Richards, Doug and Kimble are three friends who run their own advertising firm and the pressure is on to deliver the goods for a corporation that's trying to improve their image after an environmental disaster. They decide to go on a camping trip to collect images of nature themselves to make their campaign work. Seems like the right thing to do but after a few people go missing reality starts to break loose for these friends and their idyllic trip becomes a nightmare of bloodshed and hallucinations.
People should honestly stop downloading and return to the days of blind-buying; those glorious days before p2p networks. While partaking in a sale, I grabbed Graham Reznick's debut feature film "I Can See You" even though I had no idea who he was or what his movie was about. The night that I finally watched this movie….it's hard to say, but, well, it changed my life. FOREVER.
Okay, not really. I did purchase "I Can See You" not knowing anything about the movie (and after consulting with Ronny about it, I still knew nothing) and it was a very interesting surprise. The movie is part standard horror and part arthouse experiment with three young men running an advertisement agency head into the woods to work on their latest project. As always, everything seems fine, they even join in on a party being thrown by the locals. Time wears on, reality begins to slip and that's when the nightmare begins.
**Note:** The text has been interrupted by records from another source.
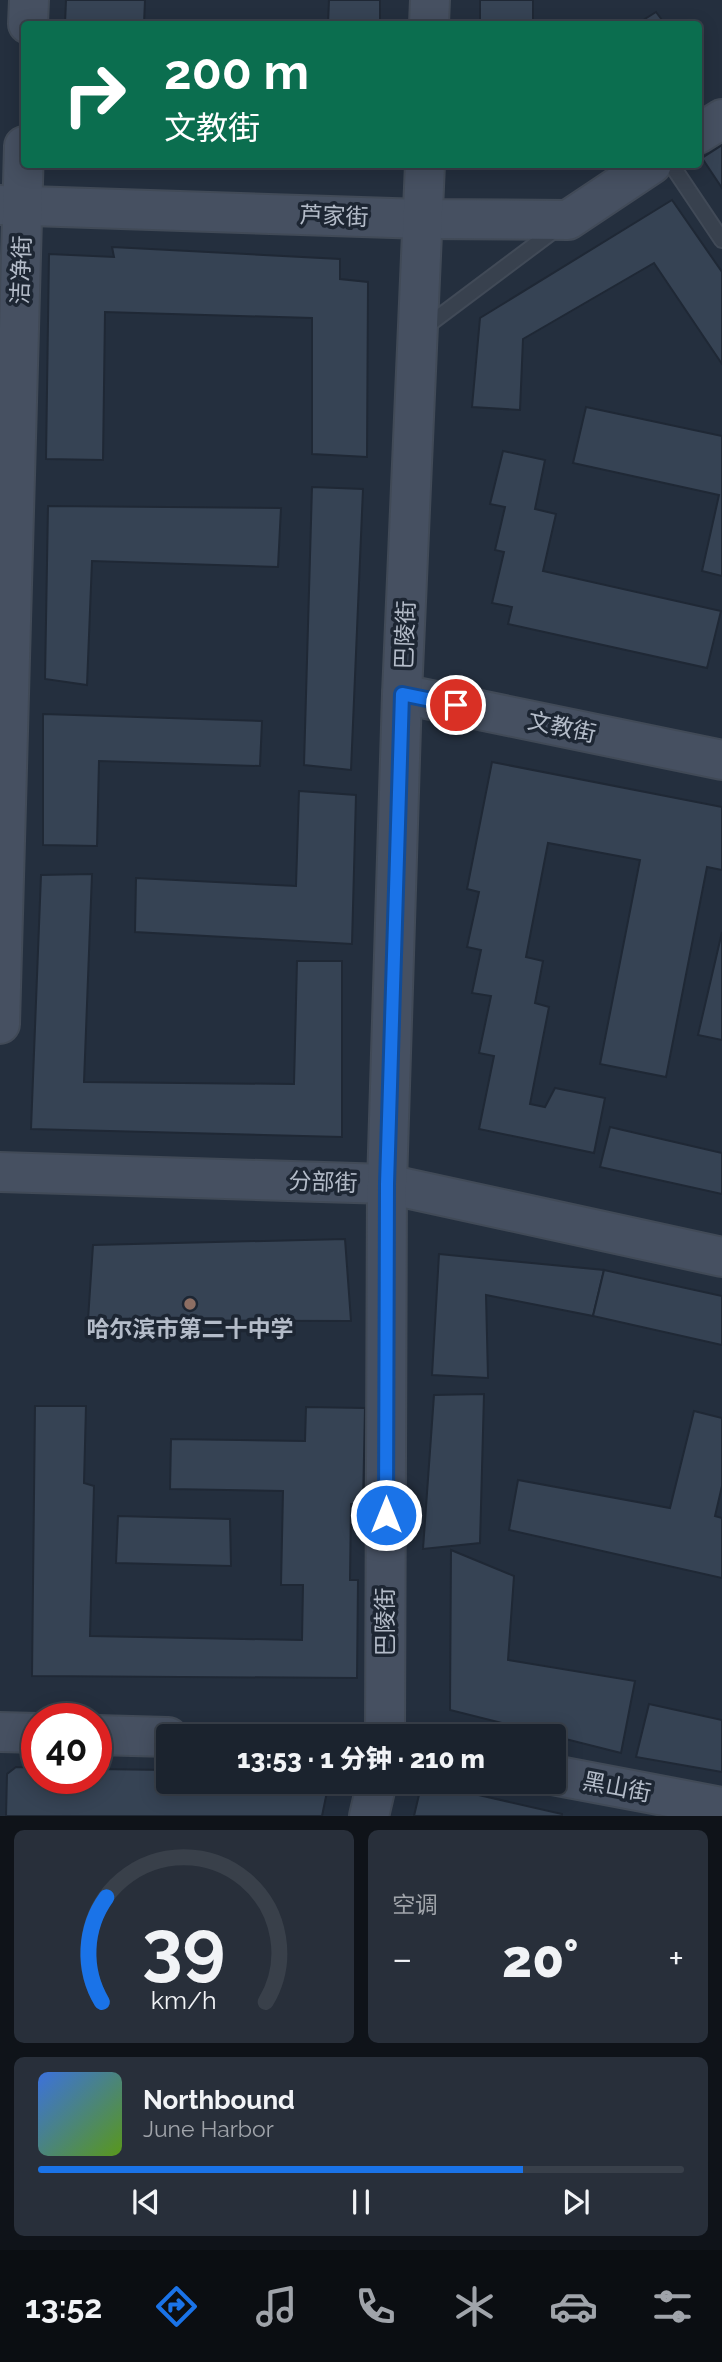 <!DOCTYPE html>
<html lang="zh">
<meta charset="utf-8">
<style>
body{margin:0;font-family:Raleway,"Noto Sans SC",sans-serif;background:#282f3a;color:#f1f3f6;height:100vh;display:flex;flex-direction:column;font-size:26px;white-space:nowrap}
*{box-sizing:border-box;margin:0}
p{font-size:23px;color:#a0a4aa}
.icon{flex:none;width:38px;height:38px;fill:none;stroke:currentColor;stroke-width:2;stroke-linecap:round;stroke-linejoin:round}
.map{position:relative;height:1816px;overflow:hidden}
.panel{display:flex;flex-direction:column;gap:14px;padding:14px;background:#0f1319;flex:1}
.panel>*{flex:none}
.top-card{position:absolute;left:21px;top:21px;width:681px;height:147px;border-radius:7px;box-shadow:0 4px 18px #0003,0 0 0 2px #39404a;background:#0b6e4f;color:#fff;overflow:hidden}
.speed{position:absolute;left:21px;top:1703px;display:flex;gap:14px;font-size:35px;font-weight:700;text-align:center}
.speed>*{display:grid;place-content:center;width:91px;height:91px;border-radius:50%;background:#1b232e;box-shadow:0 4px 18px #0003,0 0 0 2px #39404a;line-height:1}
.speed .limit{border:10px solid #d22;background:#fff;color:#111}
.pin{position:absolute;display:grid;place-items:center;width:60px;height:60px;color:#fff;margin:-30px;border:4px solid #fff;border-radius:50%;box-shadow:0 2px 7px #0007}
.me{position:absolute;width:77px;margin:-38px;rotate:0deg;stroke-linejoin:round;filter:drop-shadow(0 0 5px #0008)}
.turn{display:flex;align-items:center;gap:24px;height:147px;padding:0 28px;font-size:32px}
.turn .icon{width:91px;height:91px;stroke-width:2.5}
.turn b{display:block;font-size:49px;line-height:60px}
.big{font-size:52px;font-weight:800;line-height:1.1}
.panel .widget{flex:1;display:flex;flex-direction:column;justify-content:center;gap:10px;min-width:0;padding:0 24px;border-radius:10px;background:#282f3a}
.panel .dial{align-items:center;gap:0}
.dial svg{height:182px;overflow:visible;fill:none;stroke:#39404a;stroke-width:7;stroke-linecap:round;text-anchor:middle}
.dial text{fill:#f1f3f6;stroke:none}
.song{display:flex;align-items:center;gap:21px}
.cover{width:84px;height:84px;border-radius:10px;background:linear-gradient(135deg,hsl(220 70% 55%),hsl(90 70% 35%))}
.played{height:7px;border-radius:4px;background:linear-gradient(90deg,#1a73e8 75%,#39404a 75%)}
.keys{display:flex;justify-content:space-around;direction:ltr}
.heat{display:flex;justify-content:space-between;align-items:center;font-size:38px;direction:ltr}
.panel .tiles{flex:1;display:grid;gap:14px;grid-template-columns:1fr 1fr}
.widget:last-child{grid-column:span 2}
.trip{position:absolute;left:156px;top:1724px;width:410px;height:70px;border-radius:7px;background:#1b232e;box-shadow:0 4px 18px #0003,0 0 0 2px #39404a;font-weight:800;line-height:70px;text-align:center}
.tabs{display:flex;height:112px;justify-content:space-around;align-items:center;background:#0b0e12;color:#a0a4aa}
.tabs .icon{width:49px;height:49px}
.tabs .current{color:#1a73e8}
.tabs b{font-size:32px;color:#f1f3f6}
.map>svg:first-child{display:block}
.building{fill:#364354;stroke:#1f2835;stroke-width:2}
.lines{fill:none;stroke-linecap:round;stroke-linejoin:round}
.lane-casing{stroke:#414a57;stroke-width:18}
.secondary-casing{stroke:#414a57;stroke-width:42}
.lane{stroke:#38414e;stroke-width:14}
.secondary{stroke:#465061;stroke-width:38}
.route-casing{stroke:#114b97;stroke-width:18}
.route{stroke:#1a73e8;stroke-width:12}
.education-dot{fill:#8d6e63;stroke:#1d2633;stroke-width:2.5}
.labels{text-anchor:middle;stroke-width:7;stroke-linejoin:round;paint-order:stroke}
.street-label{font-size:23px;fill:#b4bcc9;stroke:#1d2633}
.poi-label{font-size:23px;font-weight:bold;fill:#b4bcc9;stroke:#1d2633}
</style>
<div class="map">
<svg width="722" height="1816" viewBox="0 0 722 1816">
<rect width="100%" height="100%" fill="#242f3e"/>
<g class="building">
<polygon points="66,0 145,0 144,24 65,24"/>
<polygon points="329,0 380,0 380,24 328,24"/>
<rect x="480" y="0" width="53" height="24"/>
<polygon points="656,12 665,24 637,24"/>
<polygon points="722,145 722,188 702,158"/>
<polygon points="672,200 722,272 722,364 654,263 523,339 520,410 472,407 480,318"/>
<polygon points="112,247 340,259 340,279 368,282 367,457 312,454 312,318 105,312 103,460 46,459 49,254 114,257"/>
<polygon points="586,407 722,436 722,576 702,571 719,495 573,463"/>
<polygon points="503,451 545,460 535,509 556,514 543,571 721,611 707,668 508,624 512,607 492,603 504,552 495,550 505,507 490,504"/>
<polygon points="312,487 363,489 351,770 304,765"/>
<polygon points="48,506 281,508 278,567 92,561 87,685 45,679"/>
<polygon points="43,714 262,721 260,766 99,761 97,846 43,845"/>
<polygon points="492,762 722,807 722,870 707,867 666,1077 600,1064 640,860 548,843 526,957 543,961 535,1003 549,1007 530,1104 545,1107 555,1088 605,1098 594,1153 479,1129 494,1056 479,1053 491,996 472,993 481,950 467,947 479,892 467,889"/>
<polygon points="299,791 356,795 352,944 135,932 136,878 296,886"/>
<polygon points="92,874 84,1082 294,1084 297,961 342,961 342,1137 31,1129 41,875"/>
<polygon points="722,932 722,1040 698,1035"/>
<polygon points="610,1127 722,1153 722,1194 600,1167"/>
<polygon points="345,1239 351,1321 88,1320 93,1245"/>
<polygon points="439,1254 604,1270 593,1316 486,1295 488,1378 432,1375"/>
<polygon points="604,1270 722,1296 722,1345 593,1316"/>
<polygon points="484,1394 480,1543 423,1549 434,1395"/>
<polygon points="35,1406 86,1406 84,1483 94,1486 90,1636 302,1640 303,1585 281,1585 283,1491 170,1489 171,1439 305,1441 306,1407 365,1408 363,1504 351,1504 350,1580 358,1580 357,1678 32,1676"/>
<polygon points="694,1411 722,1418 722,1486 715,1516 722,1518 722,1578 509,1530 518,1480 670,1508"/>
<polygon points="118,1516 230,1519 231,1566 116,1563"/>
<polygon points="451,1550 514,1576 508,1660 635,1681 621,1753 450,1710"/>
<polygon points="649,1704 722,1720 722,1772 636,1757"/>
<polygon points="16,1767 37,1768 37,1778 96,1778 96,1769 168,1770 168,1782 329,1782 322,1816 6,1816 7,1774"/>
<polygon points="422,1782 562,1814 562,1816 414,1816"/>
</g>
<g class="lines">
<g class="lane-casing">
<g id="lane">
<polyline points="671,164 722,240"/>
<polyline points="424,328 556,229"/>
</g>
</g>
<g class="secondary-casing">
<g id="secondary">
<polyline points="28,24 29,0"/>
<polyline points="429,24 430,0"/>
<polyline points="698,134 722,119"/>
<polyline points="0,205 423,219 568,220 652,164"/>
<polyline points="402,694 722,760"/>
<polyline points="0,1024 24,146"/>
<polyline points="0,1172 387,1184 722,1257"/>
<polyline points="0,1732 37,1733"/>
<polyline points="96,1735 168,1737"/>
<polyline points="385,1736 387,1184 402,694 425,164"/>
<polyline points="553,1775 722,1807"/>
<polyline points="369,1816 377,1782"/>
</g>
</g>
<use href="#lane" class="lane"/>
<use href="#secondary" class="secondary"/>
</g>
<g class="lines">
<g class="route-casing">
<polyline id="route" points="386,1515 387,1184 402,694 456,705"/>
</g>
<use href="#route" class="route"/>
</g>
<circle class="education-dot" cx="190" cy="1304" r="7"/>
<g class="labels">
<g class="street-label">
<text transform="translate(334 216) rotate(2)" y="8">芦家街</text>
<text transform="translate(21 270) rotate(-88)" y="8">洁净街</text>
<text transform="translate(405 635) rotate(-88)" y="8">巴陵街</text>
<text transform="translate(562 727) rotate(12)" y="8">文教街</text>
<text transform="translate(323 1182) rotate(2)" y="8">分部街</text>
<text transform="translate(385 1622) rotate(-90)" y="8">巴陵街</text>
<text transform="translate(617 1787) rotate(11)" y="8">黑山街</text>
</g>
<g class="poi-label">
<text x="190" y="1337">哈尔滨市第二十中学</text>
</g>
</g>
</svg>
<div class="speed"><div class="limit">40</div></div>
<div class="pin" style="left:456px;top:705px;background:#d93025"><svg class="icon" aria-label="arrive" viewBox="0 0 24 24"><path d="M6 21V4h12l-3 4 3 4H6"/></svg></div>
<svg class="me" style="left:386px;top:1515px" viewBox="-20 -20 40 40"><circle r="17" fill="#1a73e8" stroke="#fff" stroke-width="3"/><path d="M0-11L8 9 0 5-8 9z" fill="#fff"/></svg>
<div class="trip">13:53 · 1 分钟 · 210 m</div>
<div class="top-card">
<div class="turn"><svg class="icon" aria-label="right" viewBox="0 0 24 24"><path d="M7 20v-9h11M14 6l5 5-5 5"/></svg><div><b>200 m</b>文教街</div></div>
</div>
</div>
<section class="panel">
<div class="tiles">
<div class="widget dial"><svg viewBox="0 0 100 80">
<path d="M14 69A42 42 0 1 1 86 69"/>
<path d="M14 69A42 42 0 0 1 16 23" stroke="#1a73e8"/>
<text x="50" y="56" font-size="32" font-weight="700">39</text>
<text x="50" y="72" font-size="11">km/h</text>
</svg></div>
<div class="widget"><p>空调</p>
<div class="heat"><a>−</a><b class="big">20°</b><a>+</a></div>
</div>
<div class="widget">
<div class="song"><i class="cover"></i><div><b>Northbound</b><p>June Harbor</p></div></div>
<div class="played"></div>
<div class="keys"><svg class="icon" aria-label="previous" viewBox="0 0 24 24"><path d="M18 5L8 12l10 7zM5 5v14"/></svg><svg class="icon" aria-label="pause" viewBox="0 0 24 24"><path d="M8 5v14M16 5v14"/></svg><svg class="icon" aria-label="next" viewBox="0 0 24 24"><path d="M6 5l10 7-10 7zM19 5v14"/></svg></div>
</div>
</div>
</section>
<nav class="tabs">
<b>13:52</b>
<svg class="icon current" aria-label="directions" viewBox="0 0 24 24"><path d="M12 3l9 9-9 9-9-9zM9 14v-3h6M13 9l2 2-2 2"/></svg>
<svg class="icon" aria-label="music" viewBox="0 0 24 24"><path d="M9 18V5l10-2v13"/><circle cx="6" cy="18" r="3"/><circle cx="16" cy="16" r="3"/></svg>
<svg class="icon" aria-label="phone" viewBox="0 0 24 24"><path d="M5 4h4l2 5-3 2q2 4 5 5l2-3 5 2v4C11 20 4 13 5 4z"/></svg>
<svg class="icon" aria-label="climate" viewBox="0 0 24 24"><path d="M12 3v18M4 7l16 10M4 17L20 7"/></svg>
<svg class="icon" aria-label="car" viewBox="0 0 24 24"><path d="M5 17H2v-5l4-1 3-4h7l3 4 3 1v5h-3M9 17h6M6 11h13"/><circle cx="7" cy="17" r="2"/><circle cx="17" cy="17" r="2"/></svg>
<svg class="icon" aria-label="filters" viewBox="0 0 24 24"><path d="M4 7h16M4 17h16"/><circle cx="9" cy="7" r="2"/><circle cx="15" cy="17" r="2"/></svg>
</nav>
As vague as the standard home video packaging description sounds that I just wrote, that's all the movie is actually about. The typical setup of kids (young adults) going into the woods and then bad things start to happen. With "I Can See You" it's not about the story but it's about the journey. The slow and uncomfortable journey that descends into absolute madness. From the start, all of the character have something obviously wrong with them -- their attitudes, ticks and quirks are a not-so-subtle clue that these three men aren't exactly on stable ground. With the typical horror scenario of people going into the woods, you also already know what is about to occur in the woods. Or do you?
The apparent direction of the movie creates an feeling of unease because you're left to sit and wait for the inevitable to occur, and Graham takes his time unfold the story. Most of the first half of the movie nothing actually happens -- we sit, we watch and we wait. Who's going to snap? Who's going to get killed? Everyone seems insane, especially Richards, but it could be anyone. Or possibly no one. The slow burn and slow development gnaws at the viewer; I know at some point I was ready to scream at my television, "Jesus fucking Christ, somebody murder someone else already!" Since I thought I knew what this movie wanted to do or was going to do.
"I Can See You" moves at such a slow pace you'll be ready to give up but it's at that moment when it starts to get interesting. One seemingly inconsequential character goes missing and that's when the movie switches from slow burn to experimental cinema that visualizes delusions and nightmares. Richards is our main character and through his eyes we get experience out of focus, psychedelic hallucinations. This is the point where the movie can lose the viewers too as it stops telling a story and starts showing you a story. Fragmented and disjointed images barrage the screen that leave you to try and piece together what's going on and what it all means in the end.
Yes, it's one of those movies where nothing is said and no reasons are given. Is there a reason? Is there more to this story that lies beneath the surface? Did everyone go insane or did just one person kill everybody? There are different interpretations and explanations for the movie, but I don't think there's much more to it than an experiment trying to bring something new and exciting to a tired genre film. To me, what the movie was and is only about is an experiment on a singular theme: perception. Almost every aspect of the movie/story comes back down to the idea of perception: What are the characters perceiving and what are we through them? A little pretentious sounding, sure, but it's not really. As I said, it's a play on a theme which is nothing out of the ordinary in the world of cinema. It's a movie where the filmmaker wants to reshape the idea of what a horror movie is. Certainly nothing wrong with that and certainly something that's need these days. Overall though, its still the traditional story of kids going into the woods and getting killed for it, but with a bit more thought and creativity. I'm still not even sure if I liked "I Can See You" but it was a fascinating watch with some very interesting visuals.